CTLA-4, a CD28 family receptor, is not expressed by resting T cells but can be induced by de novo transcription and accumulates on membranes upon T cell stimulation (22). On the one hand, CTLA-4 induced by activated T cells can compete with CD28 to interact with CD80/86 with high affinity, causing T cell anergy (23); on the other hand, it has a positive effect on iTreg cell differentiation (24). Although the current mechanisms by which CTLA-4 promotes Treg generation in vitro remain unelucidated, this activity could be ascribed to an emulative CTLA-4 mediated reduction in CD28-CD80/86-interaction-induced NF-κB activity, which is specially required for iTreg, but not nTreg differentiation, potentially in an miR-34a-dependent manner (25–27). Alternatively, Treg generation can be achieved via indoleamine 2,3-dioxygenase (IDO) production by dendritic cells (DCs) upon CTLA-4-CD80/86 interaction, which favors in vitro differentiation of iTregs (28–30). Emerging evidence has indicated that CTLA-4 expression level is markedly elevated in tumor-infiltrating T cells of NSCLC patients (31), which might contribute to their conversion into iTreg cells (Figure 1A). So far, two CTLA-4 monoclonal antibodies, namely ipilimumab and tremelimumab, have been developed to enhance antitumor immune responses by recovering T cell activation status (32, 33). Ipilimumab has been evaluated in advanced NSCLC in combination with chemotherapy in a Phase II study and the results showed that phased ipilimumab plus chemotherapy significantly improved progression-free survival (PFS) compared with chemotherapy alone (34). Notably, anti-CTLA-4 therapy has shown a promising outcome for decreasing Treg cell numbers, which has been mentioned and suggested for NSCLC treatment (35–37); however, the definite effect of CTLA-4-based therapies on Treg cell numbers needs further investigation.
FIGURE 1
Treg cell generation in lung cancer. (A)Ex vivo generation of Tregs is modulated by the first and second signaling of T cell activation in lung cancer. In brief, neoantigens determines the TCR repertoire of Tregs (left) and CTLA-4-CD80/CD86 crosslink downregulates NF-κB activity, which was reported to inhibit Foxp3 expression by upregulating miR-34a, finally promoting Treg cell polarization. (B-C) APC- or tumor cell-derived PD-L1 or TGF-β can also induce Treg cell generation by interaction their corresponding receptors, respectively, on TILs via diverse mechanisms. On the one hand, TGF-β induces CTLA-4 expression on TILs, on the other hand, TGF-mediated activation of Smad and ERK1/2 can enhance Foxp3 expression in Treg cells. Moreover, TGF-β inhibits LSD1-Gfi-1 axis via an unknown mechanism to enhance immunosuppressive CD103+ Treg differentiation. (D) IL-10 induced Foxo1 translocation into nucleus facilities its occupation in Foxp3 promoter upon STAT3 activation and PI3K-Akt inactivation.

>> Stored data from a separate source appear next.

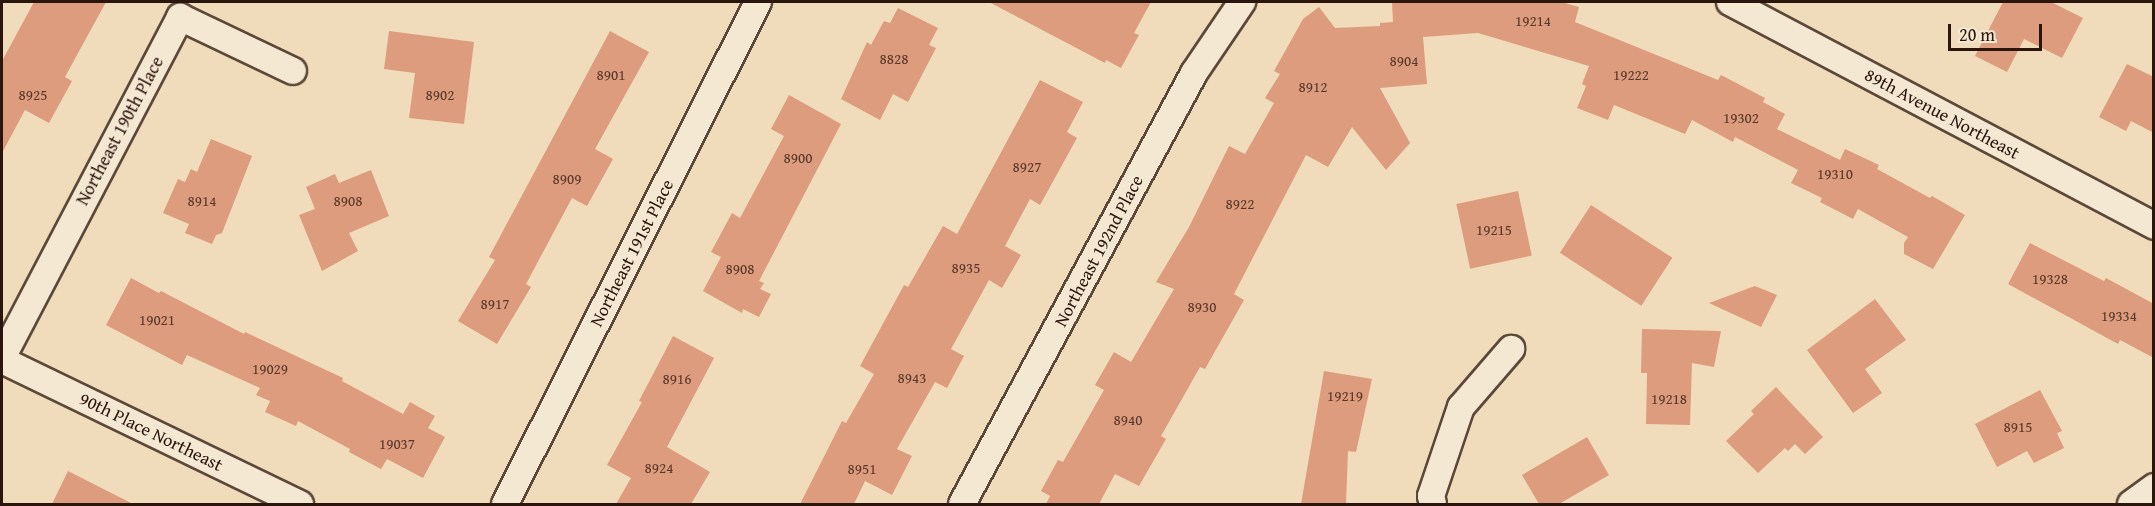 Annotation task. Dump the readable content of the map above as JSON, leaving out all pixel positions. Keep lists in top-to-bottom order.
{
  "streets": {
    "street": [
      "89th Avenue Northeast",
      "Northeast 190th Place",
      "Northeast 192nd Place",
      "Northeast 191st Place",
      "90th Place Northeast"
    ]
  },
  "crossings": [
    ["Northeast 190th Place", "90th Place Northeast"]
  ],
  "house_numbers": [
    "19214",
    "8828",
    "8904",
    "8901",
    "19222",
    "8912",
    "8925",
    "8902",
    "19302",
    "8900",
    "8927",
    "19310",
    "8909",
    "8914",
    "8908",
    "8922",
    "19215",
    "8935",
    "8908",
    "19328",
    "8917",
    "8930",
    "19334",
    "19021",
    "19029",
    "8943",
    "8916",
    "19219",
    "19218",
    "8940",
    "8915",
    "19037",
    "8924",
    "8951"
  ],
  "scale_bar": "20 m"
}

PD-1, also called CD279, is an immune checkpoint receptor that is a CD28 family receptor and is expressed on diverse types of immune cells including Tregs (38–41). PD-L1, also termed CD274 or B7-H1, is a transmembrane protein that transmits an inhibitory signal promoting T cells to undergo apoptosis and anergy by binding to its receptor—PD-1 (42–44). Numerous studies in human NSCLC patients or a mouse model of EGFR-driven adenocarcinomas have implicated hyperactivation of the PD-1-PD-L1 axis in tumor immune escape and malignant progression (45–47), and manipulation of Treg generation driven by this axis constitutes one of the most predominant mechanisms of NSCLC occurrence (Figure 1B). Using TCR transgenic CD4+ OT-II T cells, Wang et al. (48) found that the conversion of OT-II T cells into iTreg cells was notably diminished after PD-L1 blockade iv vivo, and that the loss of PD-L1 in DCs failed to induce iTreg differentiation ex vivo, preliminarily suggesting a PD-L1-dependent mechanism for Treg cell generation. Chen et al. (49) showed that conventional CD4+ T cells with PD-1 knockout displayed a strikingly diminished tendency toward differentiation into iTreg cells, arguing that the PD-1-PD-L1 pathway, in addition to limiting conventional T cell activation and proliferation, can also provoke peripheral tolerance by supporting iTreg generation. Reportedly, genomic alterations including gene amplification and translocation at chromosome 9p24.1 (50) and genomic structural alteration in the PD-L1 3′-untranslated region (3′-UTR) (51), several epigenetic modifiers, comprising the histone acetylation modifier bromodomain and extra-terminal (BET) proteins (52, 53) and mixed-lineage leukemia 1 (MLL1) with histone methyltransferase activities (54), as well as oncogenic signaling pathways, involving JAK-STAT (55), NF-κB (56), PI3K-Akt-mTOR (57), MAPKs (58, 59), and Hippo (60), have been implicated in PD-L1 expression at different levels. Further investigations are needed to disclose the precise mechanisms underlying the hyper-induction of infiltrating Treg cells in NSCLC driven by PD-1-PD-L1 activation.
TGF-β Cascade
Transforming growth factor beta (TGF-β) is a polypeptide cytokine of the transforming growth factor superfamily that includes three different isoforms (TGF-β1, 2, and 3) and regulates multiple biological processes involved in embryonic development, stem cell differentiation, immune regulation, wound healing, and inflammation (61–63). This pathway is initiated by TGF-β signaling through the cell-surface receptors, TGF-βR1 and TGF-βR2, which are dual specificity kinases and intracellular signal transducer proteins. Upon activation of these receptors, Smad proteins undergo phosphorylation by TGF-βR1 kinase at the two carboxy-terminal serine residues and then translocate into the nucleus to modulate target gene expression (64). In addition, non-redundant pathways through which TGF-β can also activate MAPK, Rho-like GTPase and PI3K pathways independent of Smad have been recorded (65).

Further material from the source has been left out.